In [1]:
import matplotlib.pyplot as plt
import numpy as np
import os
os.environ['TF_CPP_MIN_LOG_LEVEL'] = '3' 
import pandas as pd
import pickle
import tensorflow as tf

from datasets import Dataset
from huggingface_hub import notebook_login
from transformers import AutoTokenizer
from transformers import create_optimizer
from transformers import DataCollatorForLanguageModeling
from transformers import DistilBertTokenizerFast
from transformers import DataCollatorForLanguageModeling
from transformers import pipeline
from transformers import TFAutoModelForMaskedLM
from transformers.keras_callbacks import PushToHubCallback

In [2]:
#notebook_login()

Initially, load the DistilBERT base model and tokenizer. 

In [3]:
model_checkpoint = "distilbert-base-uncased"
model = TFAutoModelForMaskedLM.from_pretrained(model_checkpoint)
tokenizer = DistilBertTokenizerFast.from_pretrained('distilbert-base-uncased')

Some layers from the model checkpoint at distilbert-base-uncased were not used when initializing TFDistilBertForMaskedLM: ['activation_13']
- This IS expected if you are initializing TFDistilBertForMaskedLM from the checkpoint of a model trained on another task or with another architecture (e.g. initializing a BertForSequenceClassification model from a BertForPreTraining model).
- This IS NOT expected if you are initializing TFDistilBertForMaskedLM from the checkpoint of a model that you expect to be exactly identical (initializing a BertForSequenceClassification model from a BertForSequenceClassification model).
All the layers of TFDistilBertForMaskedLM were initialized from the model checkpoint at distilbert-base-uncased.
If your task is similar to the task the model of the checkpoint was trained on, you can already use TFDistilBertForMaskedLM for predictions without further training.

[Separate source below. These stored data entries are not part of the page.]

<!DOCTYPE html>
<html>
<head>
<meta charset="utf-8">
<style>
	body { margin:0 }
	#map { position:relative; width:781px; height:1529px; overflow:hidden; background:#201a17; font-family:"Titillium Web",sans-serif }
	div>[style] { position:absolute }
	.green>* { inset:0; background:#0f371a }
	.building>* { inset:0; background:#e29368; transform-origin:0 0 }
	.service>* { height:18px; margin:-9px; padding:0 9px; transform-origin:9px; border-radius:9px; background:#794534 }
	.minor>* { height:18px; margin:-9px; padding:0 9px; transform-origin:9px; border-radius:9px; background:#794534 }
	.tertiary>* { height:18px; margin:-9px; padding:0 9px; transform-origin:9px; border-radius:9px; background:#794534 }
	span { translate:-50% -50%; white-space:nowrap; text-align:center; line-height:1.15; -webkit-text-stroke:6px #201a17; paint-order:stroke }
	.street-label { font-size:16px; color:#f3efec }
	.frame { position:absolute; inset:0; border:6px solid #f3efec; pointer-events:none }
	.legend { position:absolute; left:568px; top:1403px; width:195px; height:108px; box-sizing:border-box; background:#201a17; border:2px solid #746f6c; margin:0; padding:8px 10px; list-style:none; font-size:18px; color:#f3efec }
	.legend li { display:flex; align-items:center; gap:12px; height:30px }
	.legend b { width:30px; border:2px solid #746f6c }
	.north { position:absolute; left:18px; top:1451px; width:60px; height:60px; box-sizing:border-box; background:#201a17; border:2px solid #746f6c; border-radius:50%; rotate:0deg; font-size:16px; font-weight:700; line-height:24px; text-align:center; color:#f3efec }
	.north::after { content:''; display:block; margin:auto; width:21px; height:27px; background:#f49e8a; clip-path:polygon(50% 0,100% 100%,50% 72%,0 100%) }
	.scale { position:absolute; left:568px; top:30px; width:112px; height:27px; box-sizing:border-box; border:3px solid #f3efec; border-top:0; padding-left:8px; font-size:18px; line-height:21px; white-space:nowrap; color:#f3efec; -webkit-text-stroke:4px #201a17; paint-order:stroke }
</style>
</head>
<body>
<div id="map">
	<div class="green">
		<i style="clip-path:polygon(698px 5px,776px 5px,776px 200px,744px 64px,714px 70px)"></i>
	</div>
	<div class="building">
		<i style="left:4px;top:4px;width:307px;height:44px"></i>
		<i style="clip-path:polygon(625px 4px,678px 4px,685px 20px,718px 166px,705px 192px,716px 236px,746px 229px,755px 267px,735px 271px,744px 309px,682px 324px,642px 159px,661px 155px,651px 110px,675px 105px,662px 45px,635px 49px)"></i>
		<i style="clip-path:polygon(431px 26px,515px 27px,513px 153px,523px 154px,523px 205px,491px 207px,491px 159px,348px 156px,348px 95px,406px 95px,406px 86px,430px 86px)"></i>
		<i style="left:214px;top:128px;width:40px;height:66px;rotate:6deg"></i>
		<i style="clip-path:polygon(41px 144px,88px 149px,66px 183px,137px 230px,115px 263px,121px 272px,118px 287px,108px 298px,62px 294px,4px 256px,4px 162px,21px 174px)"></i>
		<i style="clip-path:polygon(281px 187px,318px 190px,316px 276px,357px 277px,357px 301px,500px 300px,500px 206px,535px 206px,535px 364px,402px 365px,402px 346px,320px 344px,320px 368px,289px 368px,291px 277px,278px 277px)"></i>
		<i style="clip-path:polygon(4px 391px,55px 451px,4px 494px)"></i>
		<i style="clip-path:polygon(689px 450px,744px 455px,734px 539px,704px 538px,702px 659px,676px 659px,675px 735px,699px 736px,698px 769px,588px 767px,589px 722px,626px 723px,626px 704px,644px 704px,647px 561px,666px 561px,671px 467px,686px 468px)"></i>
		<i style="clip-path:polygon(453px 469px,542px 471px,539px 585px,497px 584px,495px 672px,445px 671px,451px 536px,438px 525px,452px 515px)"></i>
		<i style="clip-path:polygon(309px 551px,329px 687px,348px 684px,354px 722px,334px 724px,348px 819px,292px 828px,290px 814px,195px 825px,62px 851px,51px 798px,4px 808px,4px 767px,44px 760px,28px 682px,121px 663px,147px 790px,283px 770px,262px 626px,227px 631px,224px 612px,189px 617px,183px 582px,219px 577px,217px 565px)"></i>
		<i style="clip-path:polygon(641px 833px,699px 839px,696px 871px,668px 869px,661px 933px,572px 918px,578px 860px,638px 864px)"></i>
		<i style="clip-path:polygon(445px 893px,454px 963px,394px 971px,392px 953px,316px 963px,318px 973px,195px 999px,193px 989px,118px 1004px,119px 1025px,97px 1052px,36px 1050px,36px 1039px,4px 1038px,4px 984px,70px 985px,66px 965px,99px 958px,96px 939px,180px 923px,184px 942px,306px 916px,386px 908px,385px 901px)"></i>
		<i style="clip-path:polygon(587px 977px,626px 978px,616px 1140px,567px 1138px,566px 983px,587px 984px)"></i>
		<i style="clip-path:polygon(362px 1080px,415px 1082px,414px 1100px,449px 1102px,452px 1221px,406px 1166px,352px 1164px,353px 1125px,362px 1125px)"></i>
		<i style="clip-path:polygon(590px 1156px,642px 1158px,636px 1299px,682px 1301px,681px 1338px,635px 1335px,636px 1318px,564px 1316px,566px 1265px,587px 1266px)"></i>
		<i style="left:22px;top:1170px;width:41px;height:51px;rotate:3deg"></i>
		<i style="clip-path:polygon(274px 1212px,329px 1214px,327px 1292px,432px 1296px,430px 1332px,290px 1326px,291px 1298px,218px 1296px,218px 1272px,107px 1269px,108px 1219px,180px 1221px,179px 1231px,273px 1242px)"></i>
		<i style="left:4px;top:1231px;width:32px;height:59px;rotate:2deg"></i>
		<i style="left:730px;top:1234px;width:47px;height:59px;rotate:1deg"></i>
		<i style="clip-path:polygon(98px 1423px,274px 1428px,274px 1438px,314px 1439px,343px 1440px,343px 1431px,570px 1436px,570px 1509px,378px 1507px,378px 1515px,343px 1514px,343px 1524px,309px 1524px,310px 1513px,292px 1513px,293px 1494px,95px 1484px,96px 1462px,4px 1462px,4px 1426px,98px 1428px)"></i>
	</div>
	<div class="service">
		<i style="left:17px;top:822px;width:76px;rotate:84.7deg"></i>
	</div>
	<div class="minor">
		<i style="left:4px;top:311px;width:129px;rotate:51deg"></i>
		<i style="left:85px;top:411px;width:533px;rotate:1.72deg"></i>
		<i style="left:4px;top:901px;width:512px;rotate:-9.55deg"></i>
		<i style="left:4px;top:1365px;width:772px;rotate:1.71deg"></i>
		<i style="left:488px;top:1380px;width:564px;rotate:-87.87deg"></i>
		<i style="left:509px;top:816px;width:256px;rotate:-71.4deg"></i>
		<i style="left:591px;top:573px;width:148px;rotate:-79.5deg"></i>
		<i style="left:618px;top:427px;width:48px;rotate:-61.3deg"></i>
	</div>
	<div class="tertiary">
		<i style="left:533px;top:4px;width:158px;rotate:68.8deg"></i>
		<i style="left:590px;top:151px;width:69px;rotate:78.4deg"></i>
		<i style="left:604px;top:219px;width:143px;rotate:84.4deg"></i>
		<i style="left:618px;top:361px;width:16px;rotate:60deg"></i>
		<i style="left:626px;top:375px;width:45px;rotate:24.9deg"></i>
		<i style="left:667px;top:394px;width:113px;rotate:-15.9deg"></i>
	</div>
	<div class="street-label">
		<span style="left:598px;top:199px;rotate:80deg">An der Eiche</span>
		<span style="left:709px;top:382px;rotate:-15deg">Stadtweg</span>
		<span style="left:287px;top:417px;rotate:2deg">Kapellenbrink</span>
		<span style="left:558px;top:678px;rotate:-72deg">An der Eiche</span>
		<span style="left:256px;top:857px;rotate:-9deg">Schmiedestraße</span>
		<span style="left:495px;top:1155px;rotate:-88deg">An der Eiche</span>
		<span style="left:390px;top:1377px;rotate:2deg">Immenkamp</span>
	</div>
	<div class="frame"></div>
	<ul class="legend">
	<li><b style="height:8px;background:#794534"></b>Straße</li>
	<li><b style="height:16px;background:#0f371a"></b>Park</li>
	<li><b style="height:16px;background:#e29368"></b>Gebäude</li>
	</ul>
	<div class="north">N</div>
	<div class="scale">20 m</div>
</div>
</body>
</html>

Check to see if GPUs are available. 

In [4]:
tf.config.list_physical_devices('GPU')

[PhysicalDevice(name='/physical_device:GPU:0', device_type='GPU'),
 PhysicalDevice(name='/physical_device:GPU:1', device_type='GPU')]

Open the pickled list of data scraped from geovernment reports. 

In [5]:
text_file = open("../convert.pkl", "rb")
text = pickle.load(text_file)
text_file.close()

These processing of data loading model training is all based upon the tutorial provided on https://huggingface.co/course/chapter7/3?fw=tf/

In [6]:
chunk_size = 512

def tokenize_function(examples):
    result = tokenizer(examples["text"])
    if tokenizer.is_fast:
        result["word_ids"] = [result.word_ids(i) for i in range(len(result["input_ids"]))]
    return result

def group_texts(examples):
    # Concatenate all texts
    concatenated_examples = {k: sum(examples[k], []) for k in examples.keys()}
    # Compute length of concatenated texts
    total_length = len(concatenated_examples[list(examples.keys())[0]])
    # We drop the last chunk if it's smaller than chunk_size
    total_length = (total_length // chunk_size) * chunk_size
    # Split by chunks of max_len
    result = {
        k: [t[i : i + chunk_size] for i in range(0, total_length, chunk_size)]
        for k, t in concatenated_examples.items()
    }
    # Create a new labels column
    result["labels"] = result["input_ids"].copy()
    return result

In [7]:
clean_text= []
for item in text:
    item.replace('\n', '')
    item.replace('\t', '')
    if sum(c.isdigit() for c in item)/len(item) > 0.1 or len(item) == 0: 
        clean_text.append(item)

text_df = pd.DataFrame({'text':clean_text})
dataset = Dataset.from_pandas(text_df)   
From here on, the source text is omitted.